PROVIDED RECORDS START

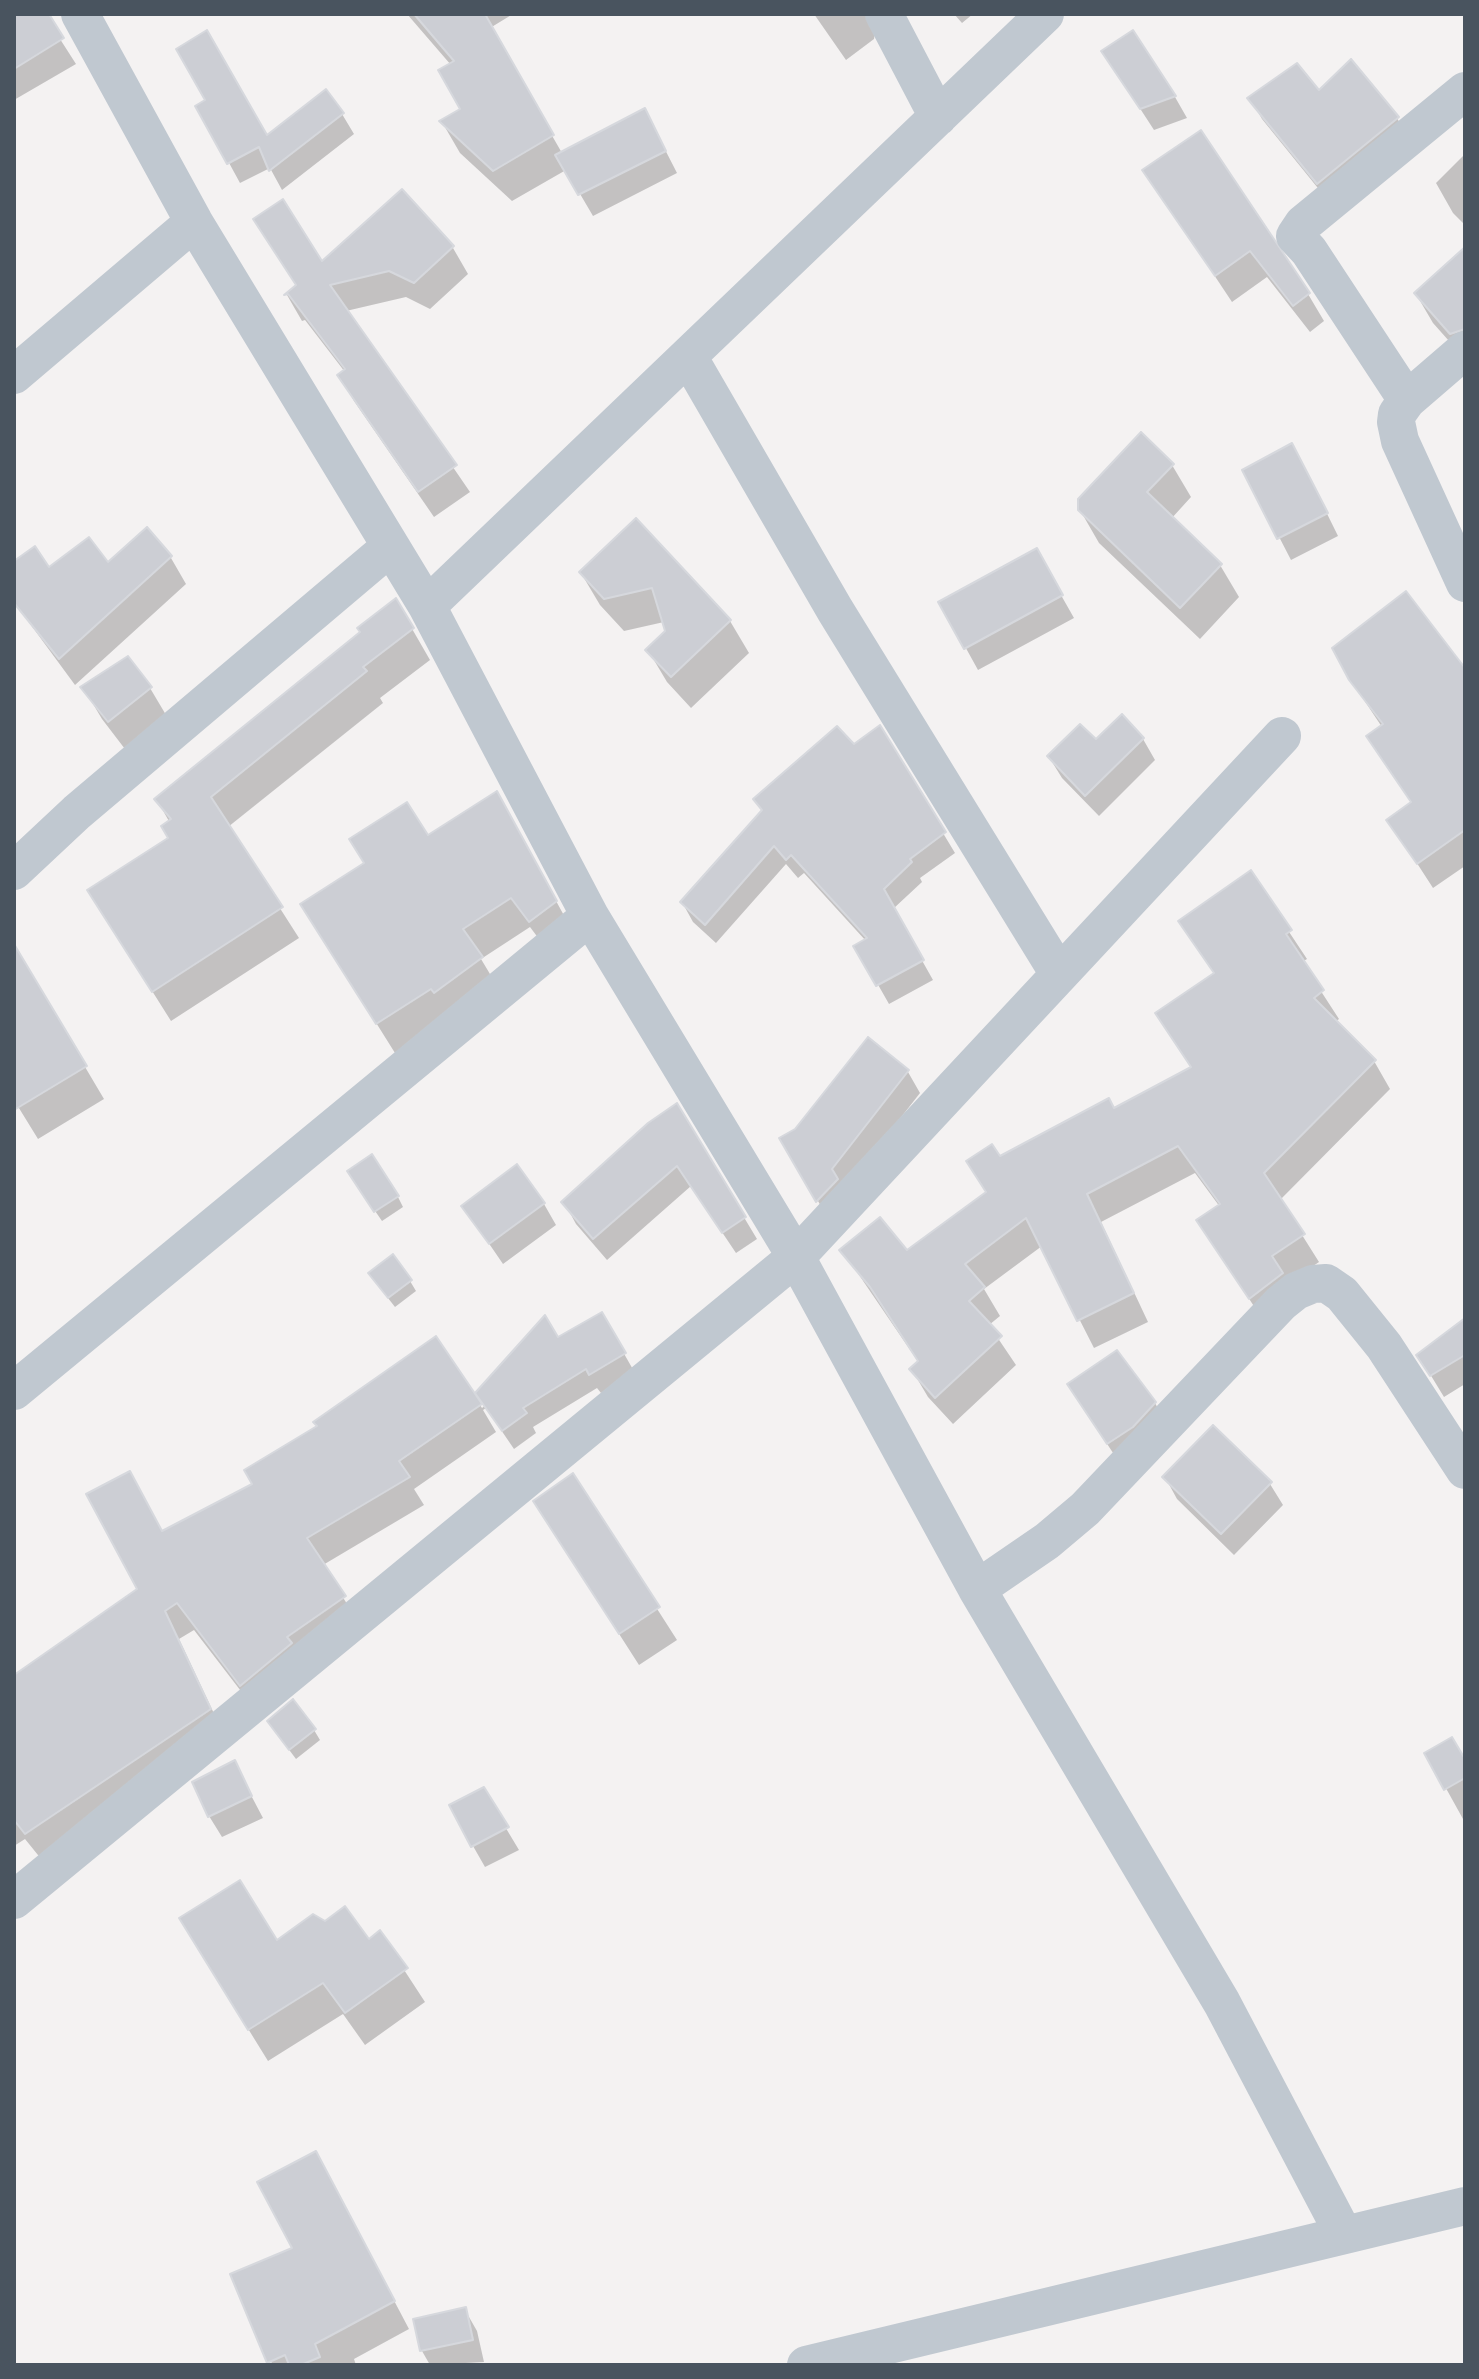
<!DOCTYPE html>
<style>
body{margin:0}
#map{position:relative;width:1479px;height:2379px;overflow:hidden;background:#f4f2f2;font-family:Raleway,sans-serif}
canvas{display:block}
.frame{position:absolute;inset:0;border:16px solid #49545f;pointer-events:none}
</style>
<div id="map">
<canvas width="1479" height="2379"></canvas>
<div class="frame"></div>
</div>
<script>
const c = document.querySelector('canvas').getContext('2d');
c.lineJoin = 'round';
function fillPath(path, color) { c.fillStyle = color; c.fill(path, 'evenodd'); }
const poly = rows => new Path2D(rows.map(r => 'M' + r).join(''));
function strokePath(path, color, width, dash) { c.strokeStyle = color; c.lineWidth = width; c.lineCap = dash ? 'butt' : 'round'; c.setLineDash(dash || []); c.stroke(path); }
const shadow = poly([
 [14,14,44,14,76,64,14,100],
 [407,14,513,14,490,28,562,153,656,132,677,173,593,216,566,170,512,201,460,153,442,122,463,110,451,65],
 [814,14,869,14,876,27,874,39,846,60],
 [954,14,973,14,962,23],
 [1133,33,1175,97,1187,118,1154,130,1117,73],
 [1318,93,1397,118,1409,139,1330,203,1262,119,1250,98],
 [198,106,267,138,342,114,354,134,282,190,270,168,240,183],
 [1464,155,1465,156,1465,225,1453,213,1436,183],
 [1145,171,1308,294,1324,321,1310,332,1267,277,1232,302],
 [402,192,453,248,468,274,430,309,406,297,346,311,470,492,434,517,354,401,339,375,345,372,305,320,302,321,287,295],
 [1465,250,1465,359,1433,323,1416,294],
 [1172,465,1191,497,1171,519,1220,565,1239,597,1200,639,1099,543,1080,510],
 [1304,467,1338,536,1291,560,1245,471],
 [636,521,730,621,749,653,691,708,667,682,648,650,667,632,664,622,624,631,600,605,581,573],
 [147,530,171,558,186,584,75,685,14,602,14,563,49,570,107,565],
 [1036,551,1074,618,978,670,941,603],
 [396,601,430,660,380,698,383,703,228,827,299,938,171,1021,108,921,170,839,170,823,157,800,363,633],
 [1465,670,1465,866,1433,888,1389,820,1412,804,1368,736,1382,727,1350,679],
 [83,687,150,688,169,720,128,753,102,719],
 [879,727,955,853,920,878,922,882,893,909,933,980,889,1004,856,946,866,941,804,873,798,878,786,864,716,943,693,922,682,902,763,812,756,800,854,746],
 [1143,739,1155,760,1099,816,1062,778,1049,757,1096,742],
 [514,824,573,932,548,951,530,927,481,959,499,989,395,1053,321,935,428,837],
 [1250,873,1307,959,1302,962,1339,1019,1335,1022,1374,1061,1390,1089,1280,1200,1319,1262,1287,1284,1266,1325,1199,1221,1220,1207,1195,1173,1101,1222,1148,1322,1094,1348,1042,1246,984,1289,1000,1316,989,1325,1016,1365,953,1424,928,1397,912,1370,919,1363,842,1250,907,1253,988,1194,999,1159,1113,1110,1192,1069,1157,1014,1215,975,1181,921],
 [30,974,104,1099,38,1139,14,1100,14,984],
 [908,1072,920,1093,843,1192,830,1222,782,1138],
 [677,1106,757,1239,736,1253,691,1186,607,1260,576,1224,564,1202],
 [355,1182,398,1197,403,1207,382,1221],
 [544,1204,556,1225,503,1264,464,1207],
 [410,1281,416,1291,395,1307,377,1284],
 [602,1315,635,1373,601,1393,597,1388,533,1427,536,1433,514,1449,486,1408,483,1410,496,1432,414,1489,424,1505,323,1565,360,1625,257,1712,194,1630,179,1639,225,1737,42,1860,25,1839,14,1846,14,1677,139,1589,162,1534,254,1484,319,1427,436,1339,482,1408,557,1340],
 [1450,1332,1465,1357,1465,1384,1444,1397,1419,1356],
 [1155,1403,1167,1425,1121,1465,1082,1406],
 [572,1476,677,1640,639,1665,555,1534],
 [1165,1477,1270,1484,1283,1505,1234,1555,1177,1499],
 [314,1730,320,1740,296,1759,275,1731],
 [1427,1754,1465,1763,1465,1821,1463,1819],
 [234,1763,263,1818,222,1837,209,1816],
 [483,1790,519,1850,485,1867,473,1846],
 [380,1933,425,2002,365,2045,343,2014,268,2061,200,1951,276,1943,369,1942],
 [331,2181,409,2329,354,2359,356,2365,271,2365,295,2249],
 [465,2310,477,2331,484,2362,430,2365,422,2351]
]);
const building = poly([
 [14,14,49,14,64,38,14,69,14,14],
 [414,14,485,14,554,135,493,171,439,121,460,109,438,70,454,61,414,14],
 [207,30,267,135,326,89,344,113,269,171,259,147,227,164,195,106,205,100,176,49,207,30],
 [1133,30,1176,96,1140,109,1101,51,1133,30],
 [1351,59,1399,117,1317,184,1247,98,1297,63,1319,90,1351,59],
 [645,108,666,151,578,195,555,155,645,108],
 [1201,130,1310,293,1293,306,1250,251,1215,276,1142,170,1201,130],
 [402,189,454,246,414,283,389,271,330,285,457,465,418,492,337,375,345,369,288,294,284,295,296,285,253,219,283,199,322,261,402,189],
 [1465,247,1465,329,1450,334,1414,293,1465,247],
 [1141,432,1174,464,1147,492,1222,564,1180,608,1078,510,1078,499,1141,432],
 [1292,443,1328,513,1277,539,1242,470,1292,443],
 [636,518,731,620,671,677,645,650,665,631,652,588,604,599,579,572,636,518],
 [147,527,172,556,59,659,14,603,14,561,35,546,49,567,89,537,108,562,147,527],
 [1037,548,1063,595,964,649,938,602,1037,548],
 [1406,591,1465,668,1465,830,1417,864,1386,820,1411,802,1366,736,1383,724,1349,680,1332,648,1406,591],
 [396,598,414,628,363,667,367,671,211,797,283,907,152,992,87,890,168,838,161,826,171,819,154,799,360,632,357,628,396,598],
 [128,656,152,687,108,722,80,687,128,656],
 [1122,714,1144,738,1085,796,1047,756,1080,724,1096,739,1122,714],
 [880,725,946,832,910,859,912,862,884,889,924,960,876,986,853,946,867,938,791,855,786,860,774,846,705,925,680,902,762,810,753,799,837,726,854,744,880,725],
 [497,791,557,901,529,922,511,898,463,929,483,957,434,993,431,989,376,1024,300,904,364,863,349,839,407,802,428,835,497,791],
 [1251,870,1292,930,1286,934,1324,990,1314,998,1376,1060,1264,1173,1305,1234,1272,1256,1283,1273,1249,1299,1196,1220,1220,1204,1178,1146,1087,1194,1134,1293,1077,1321,1026,1218,965,1264,985,1287,969,1301,1002,1336,935,1398,909,1369,918,1361,870,1287,839,1250,880,1217,907,1250,986,1192,966,1161,992,1144,1000,1156,1109,1098,1114,1108,1191,1067,1155,1013,1214,973,1178,921,1251,870],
 [14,944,87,1066,14,1110,14,944],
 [868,1037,909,1070,832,1169,838,1179,816,1202,779,1138,795,1129,868,1037],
 [677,1103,746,1217,722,1233,677,1166,593,1239,561,1202,648,1123,677,1103],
 [372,1154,399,1196,374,1212,347,1171,372,1154],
 [517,1164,545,1203,489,1244,461,1206,517,1164],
 [393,1254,412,1280,388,1298,368,1273,393,1254],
 [602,1312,626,1353,589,1375,586,1369,523,1408,527,1413,502,1431,475,1393,545,1315,558,1337,602,1312],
 [1465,1318,1465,1355,1430,1376,1416,1355,1465,1318],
 [436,1336,482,1404,399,1461,410,1477,307,1538,346,1596,287,1637,292,1643,240,1686,177,1603,165,1611,211,1709,25,1834,14,1820,14,1675,137,1589,86,1494,130,1471,162,1531,252,1484,244,1470,317,1426,313,1422,436,1336],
 [1117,1350,1156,1402,1133,1427,1107,1444,1067,1384,1117,1350],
 [1213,1425,1272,1482,1221,1534,1162,1477,1213,1425],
 [573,1473,660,1607,619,1634,533,1501,573,1473],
 [293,1699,316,1729,289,1750,267,1721,293,1699],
 [1452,1737,1465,1759,1465,1778,1444,1790,1424,1753,1452,1737],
 [235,1760,252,1796,208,1817,192,1782,235,1760],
 [484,1787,509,1827,471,1847,449,1805,484,1787],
 [240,1880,277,1940,313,1914,325,1921,345,1906,369,1939,380,1930,408,1968,345,2013,323,1983,248,2030,179,1918,240,1880],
 [316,2151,395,2301,315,2344,320,2357,301,2365,289,2365,285,2355,267,2363,230,2274,292,2248,257,2182,316,2151],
 [466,2307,473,2340,420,2351,413,2319,466,2307]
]);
const street = poly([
 [80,14,194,222,427,606,590,916,796,1257,977,1589,1222,2003,1343,2233],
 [884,14,938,117],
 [1465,350,1407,400,1397,414,1396,422,1400,441,1465,583],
 [689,358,835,610,1059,974],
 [14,375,194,222],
 [1407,400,1309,251,1295,236,1303,224,1465,91],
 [427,606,1045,14],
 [14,871,77,812,389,548],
 [14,1391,590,916],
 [977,1589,1047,1541,1085,1509,1281,1303,1296,1291,1313,1284,1326,1283,1342,1294,1384,1346,1465,1470],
 [14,1900,796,1257,1282,736],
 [806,2365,1465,2206]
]);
fillPath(shadow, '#0003');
fillPath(building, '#ccced4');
strokePath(building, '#d6d8dd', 2);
strokePath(street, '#c0c8d0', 38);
</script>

PROVIDED RECORDS END

* WORK INSTRUCTION *
If a line above contains the string "canvas", count it, then give the total and nothing else.

* TASK ANSWER *
3